Trained as a painter at Davidson College and as a copyist at the Louvre Museum in Paris, I bring a painter’s sensitivity to surface, light, and gesture into my three-dimensional constructions. The transition from brush to thread and from canvas to silk and steel reflects my ongoing dialogue between fragility and strength, the handmade and the enduring.
Influenced by avant-garde fashion, corsetry, and the tension between hard and soft, structure and flow—and by traditional techniques such as quilting, embroidery, and smocking—my work treats stitch and seam as acts of architecture: structures of devotion that elevate what was once “women’s work” into contemporary relics. In my hands, the old becomes new: memory becomes material, and craft becomes couture.
At its core, my work is a celebration of liberation and transformation—of transcending boundaries and embodying the magnificent fusion of grace and strength.
ARTIST ALL THE WAY.
Visit MISS LOU — an art initiative by Annie. Reimagining the feminine to inspire intuitive power in present and future generations.
Creative experimentation and discovery with a huge variety of art materials and mark-making methods was an everyday occurrence throughout Annie Broderick’s childhood. Art-making, sewing, fort-building, and exploration in the woods of southern Georgia happened day in and day out when she was young, with Broderick’s mother as both teacher and facilitator. Broderick’s use of fabric and hand-stitching in her artwork honors the needlework tradition that runs through her maternal female ancestry.
Broderick attended The Taft School in Watertown, Connecticut, during her high school years, where she developed her skills in painting, drawing, and sculpture. In 2001, she received The Mark Potter Award in Art. She then studied fine art with a focus on painting as a student at Davidson College in Davidson, North Carolina, earning a B.A. in Studio Art in 2005. Broderick received the Douglas Houchens Studio Art Award in Spring 2004. During her junior year, Broderick studied art abroad in Paris, France, where she was a copyist at the Louvre Museum. After graduating from Davidson, Broderick moved to Washington, D.C., and pursued her M.A. in Community Counseling from George Washington University in 2009.
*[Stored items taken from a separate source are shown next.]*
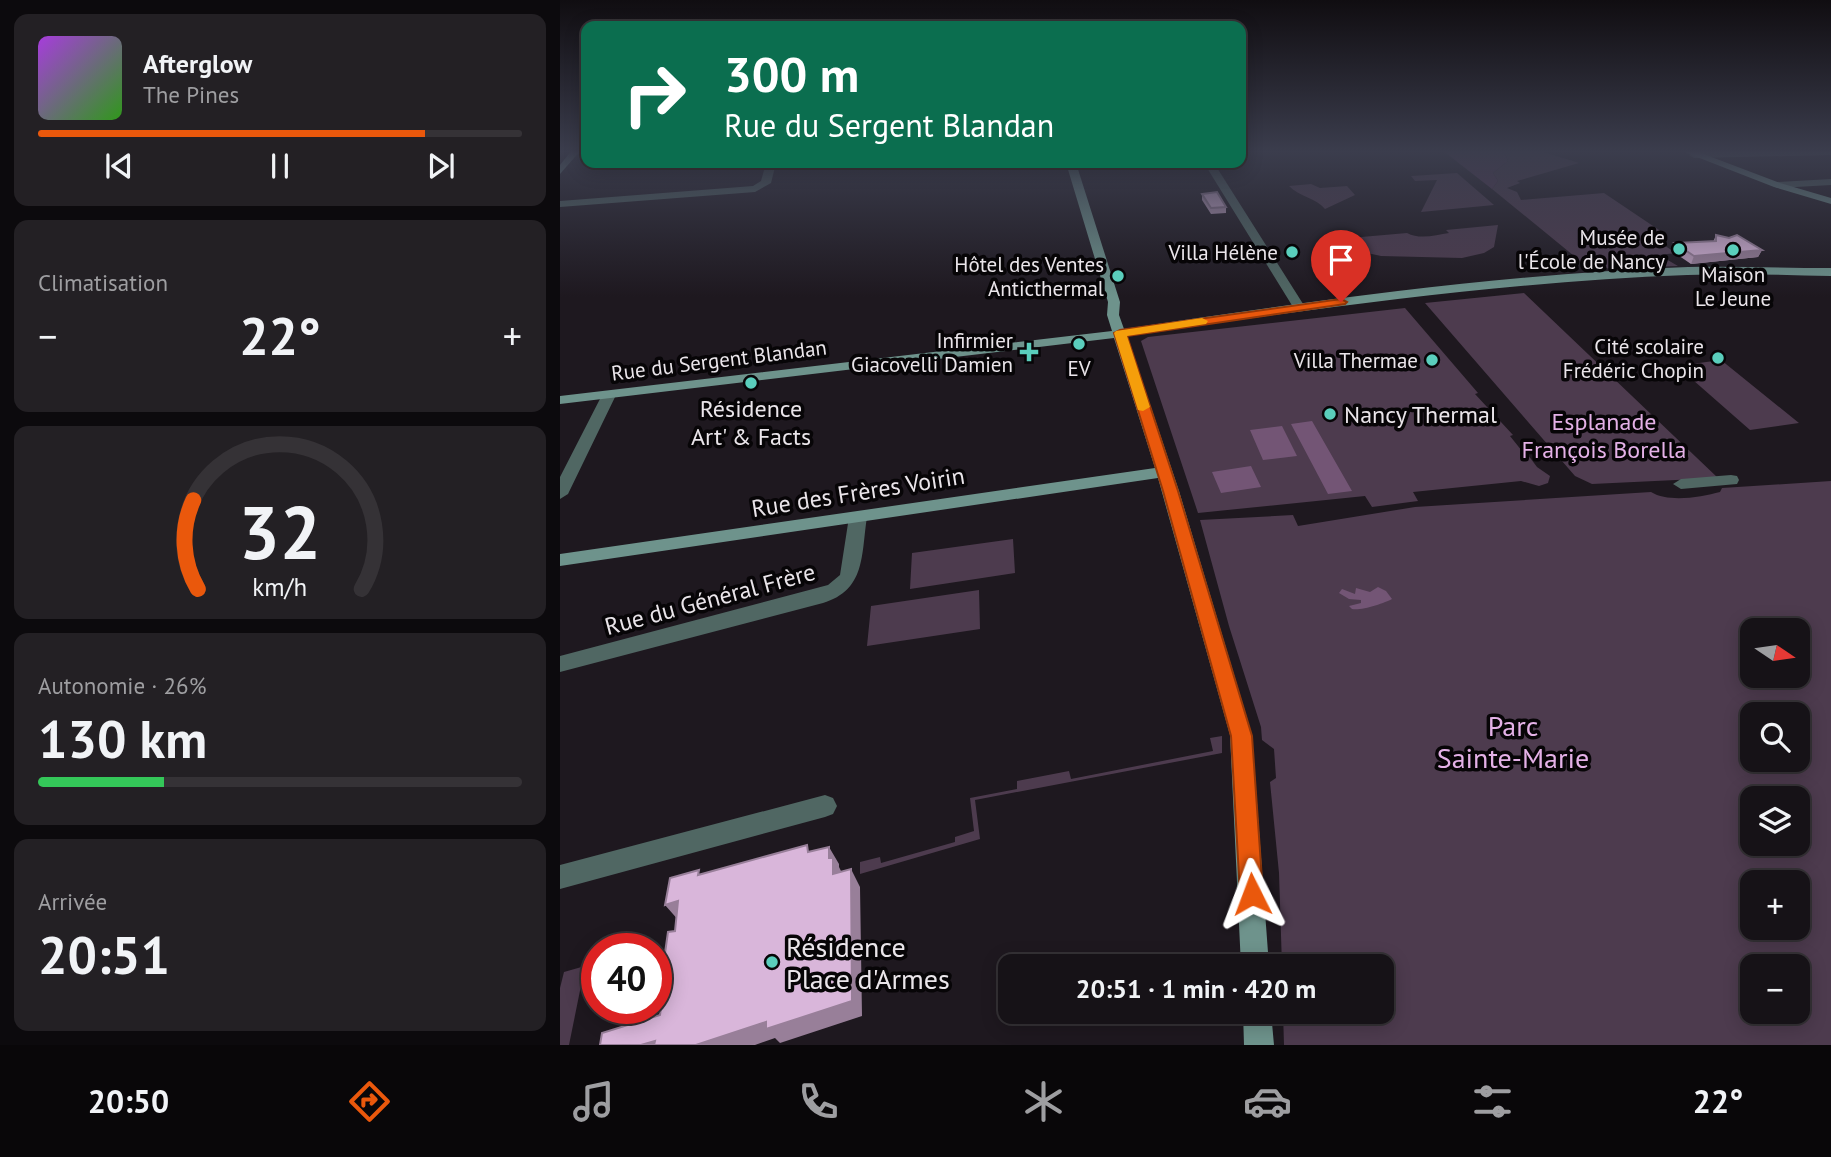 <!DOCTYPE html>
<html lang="fr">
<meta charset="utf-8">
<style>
:root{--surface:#161217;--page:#232024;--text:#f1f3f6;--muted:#9e9ea1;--line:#353236;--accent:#ea580c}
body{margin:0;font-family:"PT Sans",sans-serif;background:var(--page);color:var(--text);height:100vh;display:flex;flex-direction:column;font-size:26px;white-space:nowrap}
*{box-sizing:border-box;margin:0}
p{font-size:23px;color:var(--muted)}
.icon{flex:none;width:38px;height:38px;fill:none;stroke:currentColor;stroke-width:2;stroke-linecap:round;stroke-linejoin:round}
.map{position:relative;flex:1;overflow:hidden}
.panel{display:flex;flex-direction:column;gap:14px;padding:14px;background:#0c0a0d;width:560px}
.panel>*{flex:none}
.banner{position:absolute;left:21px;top:21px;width:665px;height:147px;border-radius:14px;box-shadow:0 4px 18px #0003,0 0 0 2px var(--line);background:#0b6e4f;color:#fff;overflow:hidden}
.needle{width:46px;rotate:103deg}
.tools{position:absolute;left:1180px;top:618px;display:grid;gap:14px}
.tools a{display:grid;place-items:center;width:70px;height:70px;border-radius:14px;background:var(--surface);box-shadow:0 4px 18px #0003,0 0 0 2px var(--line);font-size:35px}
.speed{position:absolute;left:21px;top:933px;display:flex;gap:14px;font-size:35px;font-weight:700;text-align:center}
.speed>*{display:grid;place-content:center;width:91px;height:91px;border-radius:50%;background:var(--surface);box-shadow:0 4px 18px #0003,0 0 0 2px var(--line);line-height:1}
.speed .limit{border:10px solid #d22;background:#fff;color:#111}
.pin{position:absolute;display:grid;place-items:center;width:60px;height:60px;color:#fff;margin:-72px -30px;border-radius:50% 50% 50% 0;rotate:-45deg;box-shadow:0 0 7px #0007}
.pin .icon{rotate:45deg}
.me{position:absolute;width:77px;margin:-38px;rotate:357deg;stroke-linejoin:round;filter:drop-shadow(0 0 5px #0008)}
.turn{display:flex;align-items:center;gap:24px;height:147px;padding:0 28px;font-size:32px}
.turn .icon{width:91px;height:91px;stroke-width:2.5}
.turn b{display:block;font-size:49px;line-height:60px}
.big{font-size:52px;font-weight:600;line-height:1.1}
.panel .card{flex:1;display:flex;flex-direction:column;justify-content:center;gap:10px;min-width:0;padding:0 24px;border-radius:14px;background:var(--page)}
.panel .dial{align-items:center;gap:0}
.dial svg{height:182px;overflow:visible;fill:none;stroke:var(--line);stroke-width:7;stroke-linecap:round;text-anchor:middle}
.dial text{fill:var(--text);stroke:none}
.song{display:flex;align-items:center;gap:21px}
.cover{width:84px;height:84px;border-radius:10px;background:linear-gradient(135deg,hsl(280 70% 55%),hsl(110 70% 35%))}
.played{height:7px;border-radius:4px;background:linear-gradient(90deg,var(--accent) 80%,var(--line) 80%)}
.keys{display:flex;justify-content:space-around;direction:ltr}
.heat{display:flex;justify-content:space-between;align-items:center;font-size:38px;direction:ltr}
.charge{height:10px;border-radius:5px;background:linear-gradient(90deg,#34c759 26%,var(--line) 0)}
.trip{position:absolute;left:438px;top:954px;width:396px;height:70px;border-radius:14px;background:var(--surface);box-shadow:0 4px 18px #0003,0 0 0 2px var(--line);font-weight:600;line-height:70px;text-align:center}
.dock{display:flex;height:112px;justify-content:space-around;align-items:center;background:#090709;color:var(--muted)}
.dock .icon{width:49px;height:49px}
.dock .on{color:var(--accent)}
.dock b{font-size:32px;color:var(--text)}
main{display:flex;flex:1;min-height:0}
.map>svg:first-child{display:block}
.green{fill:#4d3b4e;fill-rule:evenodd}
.forest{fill:#553856}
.water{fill:#735575}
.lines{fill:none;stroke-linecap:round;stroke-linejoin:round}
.street{fill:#506763;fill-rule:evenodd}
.secondary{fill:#6e938c;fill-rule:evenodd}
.wall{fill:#bb9dbb}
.shaded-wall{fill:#987f99}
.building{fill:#d9b6da;stroke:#987f99;stroke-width:2}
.route{fill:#ea580c;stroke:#983908;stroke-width:2}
.slow{fill:#f59e0b}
.poi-dot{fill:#5acebc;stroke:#070507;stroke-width:2.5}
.labels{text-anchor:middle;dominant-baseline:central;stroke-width:7;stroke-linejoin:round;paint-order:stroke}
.far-poi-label{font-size:21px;fill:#eae5ea;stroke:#070507;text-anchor:end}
.far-street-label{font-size:21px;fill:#eae5ea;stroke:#070507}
.poi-label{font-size:24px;fill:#eae5ea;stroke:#070507}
.park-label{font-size:24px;fill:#e4b1e7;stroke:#070507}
.street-label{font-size:24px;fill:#eae5ea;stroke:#070507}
.near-park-label{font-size:28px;fill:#e4b1e7;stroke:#070507}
.near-poi-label{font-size:28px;fill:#eae5ea;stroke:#070507;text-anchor:start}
</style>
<main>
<section class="panel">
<div class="card">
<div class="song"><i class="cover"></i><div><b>Afterglow</b><p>The Pines</p></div></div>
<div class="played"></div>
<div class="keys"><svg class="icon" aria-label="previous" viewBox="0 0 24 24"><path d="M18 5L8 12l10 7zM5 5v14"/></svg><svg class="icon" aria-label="pause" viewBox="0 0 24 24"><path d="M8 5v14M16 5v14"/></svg><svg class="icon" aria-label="next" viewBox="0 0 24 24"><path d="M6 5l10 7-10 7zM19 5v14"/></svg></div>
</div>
<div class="card"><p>Climatisation</p>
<div class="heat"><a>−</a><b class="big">22°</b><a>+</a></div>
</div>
<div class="card dial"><svg viewBox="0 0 100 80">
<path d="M14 69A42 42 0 1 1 86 69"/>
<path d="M14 69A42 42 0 0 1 12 30" stroke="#ea580c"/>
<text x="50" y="56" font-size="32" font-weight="700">32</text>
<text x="50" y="72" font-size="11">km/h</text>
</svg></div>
<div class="card"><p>Autonomie · 26%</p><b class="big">130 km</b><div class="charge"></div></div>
<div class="card"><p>Arrivée</p><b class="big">20:51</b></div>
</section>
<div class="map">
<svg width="1271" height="1045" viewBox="0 0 1271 1045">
<rect width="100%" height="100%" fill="#1e181f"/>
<path class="green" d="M943 150H977L1019 163 957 181 960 183 947 188 957 192 961 200 1044 193 1102 232 1103 235 1100 236 1096 233 1087 234 1116 253 1099 255 1118 266 1030 269 932 189 938 181 933 173 948 161Z
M897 173 934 205 861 212 877 180 855 181 851 176Z
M751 184 760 188 787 186 795 195 765 209C756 198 740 197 729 186Z
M938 225 934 247 924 253 902 258 821 256 798 251 786 242 790 238 847 233C860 240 876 235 889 233L886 230Z
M964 293 1158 478 1032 484 1015 476 865 303Z
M845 308 918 393 915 394 953 435 950 436 962 451H965L977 467 990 476 988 483 979 486 961 481 853 492 858 501 812 507 805 496 638 513 581 341 588 337Z
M1161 360 1239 423 1190 430 1117 366Z
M1271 481V1045H724L723 1012H821V966H722L719 873 710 782 716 778 714 749 702 740 701 727 669 626 640 520 733 515 738 526 855 507 1091 492C1109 503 1141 497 1160 492L1162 488ZM1192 630H1237V676H1192ZM1192 714H1237V760H1192ZM1192 798H1237V844H1192ZM1192 882H1237V928H1192ZM1192 966H1237V1012H1192Z
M453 539 455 573 350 589 352 553Z
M419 590 420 629 307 646 311 606Z
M662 736V753L415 800 420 839 300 874V862L320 857 321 863 395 842V837L414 831 410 798 457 789V781L509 771 511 779 653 751 650 738Z
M25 966 9 1045H0V988L4 972Z"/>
<path class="forest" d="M882 150H943L948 161 933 173 938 181 932 189Z"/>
<path class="water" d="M752 421 792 491 768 494 731 424Z
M722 426 737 456 703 460 690 430Z
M691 466 701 487 661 493 652 472Z
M818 587 826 591 832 599C825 603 801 611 792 609L789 606 801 603V600L789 599 779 593 782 589 795 594 796 588 810 592Z"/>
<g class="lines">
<path class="street" d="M1271 150V155L1134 158 1129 155 1134 152Z
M206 163H216L211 183 195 192 0 207V201L193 186 201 181Z
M317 163H409L404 166 339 170Z
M644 163H654L745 307 743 310 739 311 733 307Z
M1271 179V185L1217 188 1212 185 1217 182Z
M49 391 56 395 8 494 0 499V477L42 395Z
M1171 475 1177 476 1179 480 1177 484 1121 489 1113 484 1121 479Z
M298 511 307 517C301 555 306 590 263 603L0 672V656L268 585 280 575 289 517Z
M265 795 273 798 277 806 273 814 265 817 0 889V865Z"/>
<path class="secondary" d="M12 150H21L0 174V165Z
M1119 150H1133L1220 183 1271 198V204L1214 187Z
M506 163H516L560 302 559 315 564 329C751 301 939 274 1128 267 1175 266 1223 268 1271 268V276C1223 275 1175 273 1127 275 939 282 753 309 567 336L619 491 692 735 709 966H681L670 735 598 478 0 566V554L595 468 554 338 0 404V396L552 331 547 315 548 302Z
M683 1012H711L714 1045H684Z"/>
</g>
<path class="wall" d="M642 194 666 207V213L651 214 642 200Z
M1156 235 1202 250 1198 257 1131 264 1112 251 1115 243 1153 242Z"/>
<path class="shaded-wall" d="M1202 250 1198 257 1131 264 1134 256Z
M269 847 279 864V867L283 875 273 874 269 858Z
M291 869 300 887 302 1016 220 1043 215 1038 195 1045H136Z
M118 901 120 922 105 905Z
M95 1041 100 1045H81Z"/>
<path class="building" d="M657 192 666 207 651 208 642 194Z
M1156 235 1169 238 1177 235 1202 250 1134 256 1115 243 1156 241Z
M247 845 248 852 269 847V858H273V874L291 869 292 1001 206 1029V1022L136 1045H94L95 1041 81 1045H40L42 1033 100 1015 108 959 104 960 108 932 115 931 118 901 105 905 110 878 139 870 138 875Z"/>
<linearGradient id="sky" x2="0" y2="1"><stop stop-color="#100d11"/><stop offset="0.51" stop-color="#3b3d4d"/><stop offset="1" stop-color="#3b3d4d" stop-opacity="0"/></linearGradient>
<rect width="1271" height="297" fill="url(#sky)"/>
<path class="route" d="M781 299 787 302 785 304 567 336 618 491 692 736 703 894 700 902 692 906 683 902 680 894 671 736 603 491 554 333 560 330Z"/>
<path class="slow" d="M642 318 648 321 646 324 567 336 590 407 583 411 578 410 554 333 556 331Z"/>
<g class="poi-dot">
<circle cx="1119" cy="249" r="7"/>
<circle cx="1173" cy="250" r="7"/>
<circle cx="732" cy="252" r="7"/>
<circle cx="558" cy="276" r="7"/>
<circle cx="519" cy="344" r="7"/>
<path d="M465.5 341.5h7v7h7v7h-7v7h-7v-7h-7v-7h7z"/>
<circle cx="1158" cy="358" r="7"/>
<circle cx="872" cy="360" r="7"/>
<circle cx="191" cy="383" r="7"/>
<circle cx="770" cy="414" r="7"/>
<circle cx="212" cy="962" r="7"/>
</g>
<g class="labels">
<g class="far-poi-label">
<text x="1105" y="237">Musée de<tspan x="1105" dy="24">l'École de Nancy</tspan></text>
<text x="718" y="252">Villa Hélène</text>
<text x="544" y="264">Hôtel des Ventes<tspan x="544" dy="24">Anticthermal</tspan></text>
<text x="1173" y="274" text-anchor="middle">Maison<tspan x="1173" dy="24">Le Jeune</tspan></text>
<text x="453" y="340">Infirmier<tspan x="453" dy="24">Giacovelli Damien</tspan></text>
<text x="1144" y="346">Cité scolaire<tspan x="1144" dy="24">Frédéric Chopin</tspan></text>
<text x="858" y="360">Villa Thermae</text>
<text x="519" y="368" text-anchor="middle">EV</text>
</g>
<g class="far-street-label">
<text transform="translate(159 360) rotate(-7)">Rue du Sergent Blandan</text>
</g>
<g class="poi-label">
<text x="191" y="408">Résidence<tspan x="191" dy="28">Art' &amp; Facts</tspan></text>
<text x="784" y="414" text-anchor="start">Nancy Thermal</text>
</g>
<g class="park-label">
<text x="1044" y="421">Esplanade<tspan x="1044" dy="28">François Borella</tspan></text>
</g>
<g class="street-label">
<text transform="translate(298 492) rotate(-9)">Rue des Frères Voirin</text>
<text transform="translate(150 599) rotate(-15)">Rue du Général Frère</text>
</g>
<g class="near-park-label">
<text x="953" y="725">Parc<tspan x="953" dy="32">Sainte-Marie</tspan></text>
</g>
<g class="near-poi-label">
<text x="226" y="946">Résidence<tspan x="226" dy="32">Place d'Armes</tspan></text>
</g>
</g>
</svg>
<div class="tools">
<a><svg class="needle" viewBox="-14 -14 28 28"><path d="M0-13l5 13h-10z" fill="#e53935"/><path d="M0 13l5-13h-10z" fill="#9e9ea1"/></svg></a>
<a><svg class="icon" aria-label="search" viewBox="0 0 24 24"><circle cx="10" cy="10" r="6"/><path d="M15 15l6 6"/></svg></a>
<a><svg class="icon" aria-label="layers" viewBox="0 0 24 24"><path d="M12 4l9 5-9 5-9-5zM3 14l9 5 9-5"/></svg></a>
<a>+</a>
<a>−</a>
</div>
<div class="speed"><div class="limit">40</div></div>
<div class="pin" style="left:781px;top:302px;background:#d93025"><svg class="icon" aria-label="arrive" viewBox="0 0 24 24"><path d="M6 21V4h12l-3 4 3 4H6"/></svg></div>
<svg class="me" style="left:692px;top:894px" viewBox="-20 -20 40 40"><path d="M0-17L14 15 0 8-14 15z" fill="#ea580c" stroke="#fff" stroke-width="4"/></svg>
<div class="trip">20:51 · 1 min · 420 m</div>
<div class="banner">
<div class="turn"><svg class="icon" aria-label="right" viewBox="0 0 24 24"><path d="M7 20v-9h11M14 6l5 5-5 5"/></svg><div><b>300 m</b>Rue du Sergent Blandan</div></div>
</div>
</div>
</main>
<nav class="dock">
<b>20:50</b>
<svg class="icon on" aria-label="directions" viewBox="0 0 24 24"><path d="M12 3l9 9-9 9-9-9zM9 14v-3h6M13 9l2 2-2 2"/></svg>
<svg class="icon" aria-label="music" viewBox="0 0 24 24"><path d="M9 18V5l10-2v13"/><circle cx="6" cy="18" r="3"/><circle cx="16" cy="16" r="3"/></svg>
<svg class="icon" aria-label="phone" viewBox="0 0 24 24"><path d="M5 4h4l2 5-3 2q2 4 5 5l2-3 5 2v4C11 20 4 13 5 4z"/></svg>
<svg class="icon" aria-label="climate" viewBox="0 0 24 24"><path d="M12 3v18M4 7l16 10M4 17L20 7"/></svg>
<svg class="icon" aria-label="car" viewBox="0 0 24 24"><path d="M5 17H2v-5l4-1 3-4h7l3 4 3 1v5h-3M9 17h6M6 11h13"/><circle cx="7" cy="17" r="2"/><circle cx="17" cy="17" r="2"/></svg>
<svg class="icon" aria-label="filters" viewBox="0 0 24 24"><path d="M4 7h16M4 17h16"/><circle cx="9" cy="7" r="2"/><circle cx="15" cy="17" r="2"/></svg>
<b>22°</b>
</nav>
Currently, Broderick lives and works as an artist in Ashburn, Virginia. Broderick has shown and sold work extensively in the Washington, D.C., area and beyond. Broderick’s collectors house her work across the nation, in private collections and in public and corporate spaces. Broderick’s most recent commissions are permanently placed at Reagan National Airport’s new American Express Centurion Lounge.
In 2024, Broderick was welcomed as the newest member of the Workhouse Art Foundation’s Board of Directors. The Workhouse Arts Center, a project of the Workhouse Arts Foundation, is dedicated to making the arts accessible to the entire surrounding community in the larger DC metro area.